*** Opening Source material ***
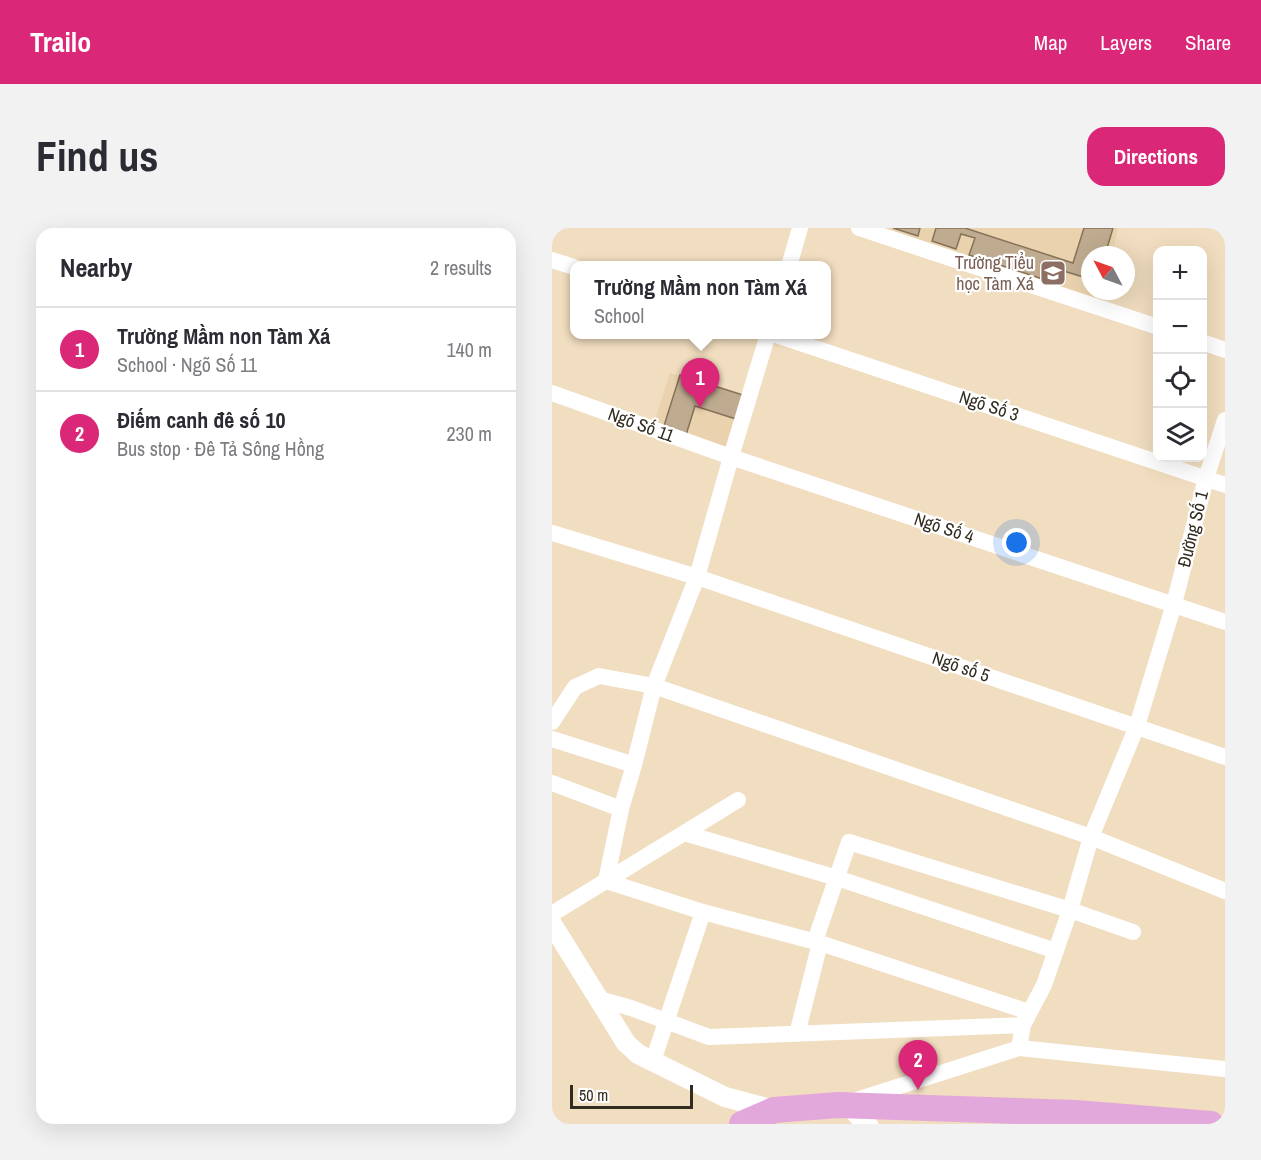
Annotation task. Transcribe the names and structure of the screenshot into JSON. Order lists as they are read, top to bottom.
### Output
{
  "streets": {
    "street": [
      "Ngõ Số 3",
      "Ngõ Số 11",
      "Ngõ Số 4",
      "Đường Số 1",
      "Ngõ số 5"
    ]
  },
  "crossings": [
    ["Ngõ Số 3", "Đường Số 1"],
    ["Ngõ Số 11", "Ngõ Số 4"],
    ["Ngõ Số 4", "Đường Số 1"],
    ["Đường Số 1", "Ngõ số 5"]
  ],
  "places": {
    "school or university": ["Trường Tiểu học Tàm Xá"]
  },
  "scale_bar": "50 m",
  "north": "top left",
  "page": {
    "header": "Trailo",
    "nav": ["Map", "Layers", "Share"],
    "buttons": "Directions",
    "title": "Find us",
    "heading": ["Nearby", "2 results"],
    "map_buttons": ["+", "−"],
    "popup": ["Trường Mầm non Tàm Xá", "School"],
    "list": [
      {
        "mark": "1",
        "name": "Trường Mầm non Tàm Xá",
        "note": "School · Ngõ Số 11",
        "value": "140 m"
      },
      {
        "mark": "2",
        "name": "Điếm canh đê số 10",
        "note": "Bus stop · Đê Tả Sông Hồng",
        "value": "230 m"
      }
    ],
    "pins": ["1", "2"],
    "scale": "50 m"
  }
}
*** Closing Source material ***
What to produce: With the pictures left out, write out all of the data exactly.

Written answer:
Annotation task. Transcribe the names and structure of the screenshot into JSON. Order lists as they are read, top to bottom.
### Output
{
  "streets": {
    "street": [
      "Ngõ Số 3",
      "Ngõ Số 11",
      "Ngõ Số 4",
      "Đường Số 1",
      "Ngõ số 5"
    ]
  },
  "crossings": [
    ["Ngõ Số 3", "Đường Số 1"],
    ["Ngõ Số 11", "Ngõ Số 4"],
    ["Ngõ Số 4", "Đường Số 1"],
    ["Đường Số 1", "Ngõ số 5"]
  ],
  "places": {
    "school or university": ["Trường Tiểu học Tàm Xá"]
  },
  "scale_bar": "50 m",
  "north": "top left",
  "page": {
    "header": "Trailo",
    "nav": ["Map", "Layers", "Share"],
    "buttons": "Directions",
    "title": "Find us",
    "heading": ["Nearby", "2 results"],
    "map_buttons": ["+", "−"],
    "popup": ["Trường Mầm non Tàm Xá", "School"],
    "list": [
      {
        "mark": "1",
        "name": "Trường Mầm non Tàm Xá",
        "note": "School · Ngõ Số 11",
        "value": "140 m"
      },
      {
        "mark": "2",
        "name": "Điếm canh đê số 10",
        "note": "Bus stop · Đê Tả Sông Hồng",
        "value": "230 m"
      }
    ],
    "pins": ["1", "2"],
    "scale": "50 m"
  }
}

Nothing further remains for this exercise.